"All empirical evidence and logical reasoning concerning the shroud of Turin will lead any objective, rational person to the firm conclusion that the shroud is an artifact created by an artist in the fourteenth-century." -- Steven D. Schafersman
The historical records for the Shroud of Turin can be separated into two time periods: before 1390 and from 1390 to the present. The period until 1390 is subject to debate and controversy among historians. Prior to the 14th century there are some allegedly congruent but controversial references such as the Pray Codex. It is often mentioned that the first certain historical record dates from 1353 or 1357. However the presence of the Turin Shroud in Lirey, France, is only undoubtedly attested in 1390 when Bishop Pierre d'Arcis wrote a memorandum where he charged that the Shroud was a forgery. He said an official of the church at Lirey had, "falsely and deceitfully, being consumed with the passion of avarice, and not from any motive of devotion but only of gain, procured for his church a certain cloth cunningly painted, upon which by a clever sleight of hand was depicted the twofold image of one man, that is to say, the back and the front, he falsely declaring and pretending that this was the actual shroud in which our Savior Jesus Christ was enfolded in the tomb, ..." Bishop d'Arcis went on to explain how a predecessor, Bishop Henri de Poitiers, had "discovered the fraud and how the said cloth had been cunningly painted, the truth being attested by the artist who had painted it, ..."
About 1900, a letter was found in a collection of documents owned by Ulysse Chevalier. The letter was written in 1389 by the Bishop of Troyes, Henri of Poitiers, Bishop to the Anti-Pope of Avignon, Clement the VII. The letter explained that an investigation had exposed the artist who had painted the Shroud and he had confessed. Many were disturbed that the cloth was being used for financial gain. The letter further pointed out:
“For many theologians and other wise persons declared that this could not be the real Shroud of our Lord, having the Savior’s likeness thus imprinted upon it, since the holy Gospel made no mention of any such imprint; while, if it had been true, it was quite unlikely that the holy evangelist would have omitted to record it, or that the fact should have remained hidden until the present time.”

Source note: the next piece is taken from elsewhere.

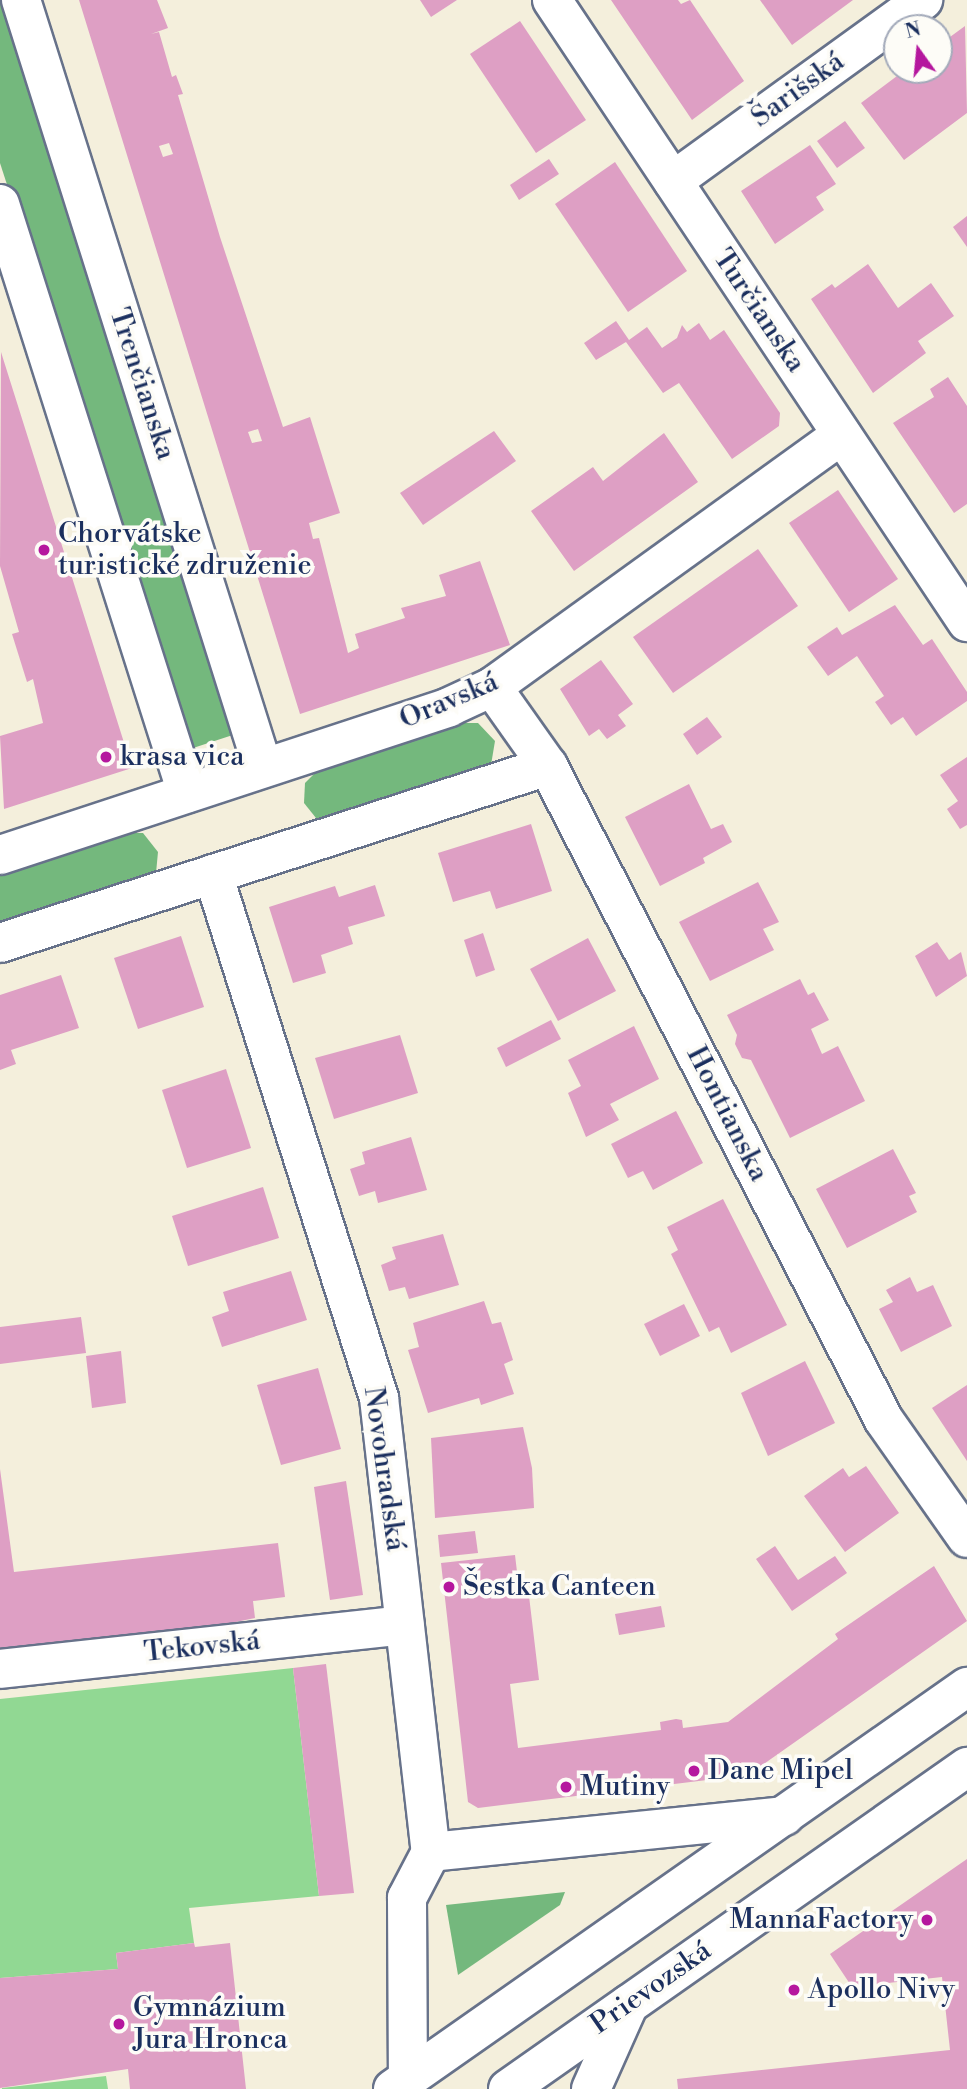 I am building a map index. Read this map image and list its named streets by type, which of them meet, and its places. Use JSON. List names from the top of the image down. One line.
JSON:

The carbon 14 dating of the shroud to 1260-1390 A.D. brings us into the world of Francis of Assisi (who died in 1226), to his stigmata (the miraculous wounds on his hands, feet and side) and, especially, to the lay brotherhoods that his piety and his cult of self-mortification engendered. These Christians appreciated and understood Jesus' wounds in a very physical way.
Knowing both this and the shroud's carbon 14 dating of 1260 to 1390 A.D., it is worth returning, finally, to the place and time of the shroud's first appearance in historical documents. It is the year 1357, and the shroud is being exhibited publicly to pilgrims. It belongs to a French nobleman, Geofrey de Charnay, and is being displayed in his private chapel in Lirey, a village near Troyes, in northeastern France. The Bishop of Troyes, Henri of Poitiers, is upset because he believes the shroud is a fake; in fact, he has been told this by a man who claims to have painted it. Thirty years pass. It is now 1389, and Henri's successor, Pierre d'Archis, writes a long letter of protest about the shroud to Pope Clement VII. He recalls his predecessor's accusation and then goes on to state his own conviction "that the Shroud is a product of human handicraft ... a cloth cunningly painted by a man." He pleads with the Pope to end its public display. The Pope's written reply is cautious but clear; the shroud may still be displayed, but only on the condition that a priest be in attendance to announce to all present, in a loud and intelligible voice, without any trickery, that the aforesaid form or representation [the shroud] is not the true burial cloth of Our Lord Jesus Christ, but only a kind of painting or picture made as a form or representation of the burial cloth.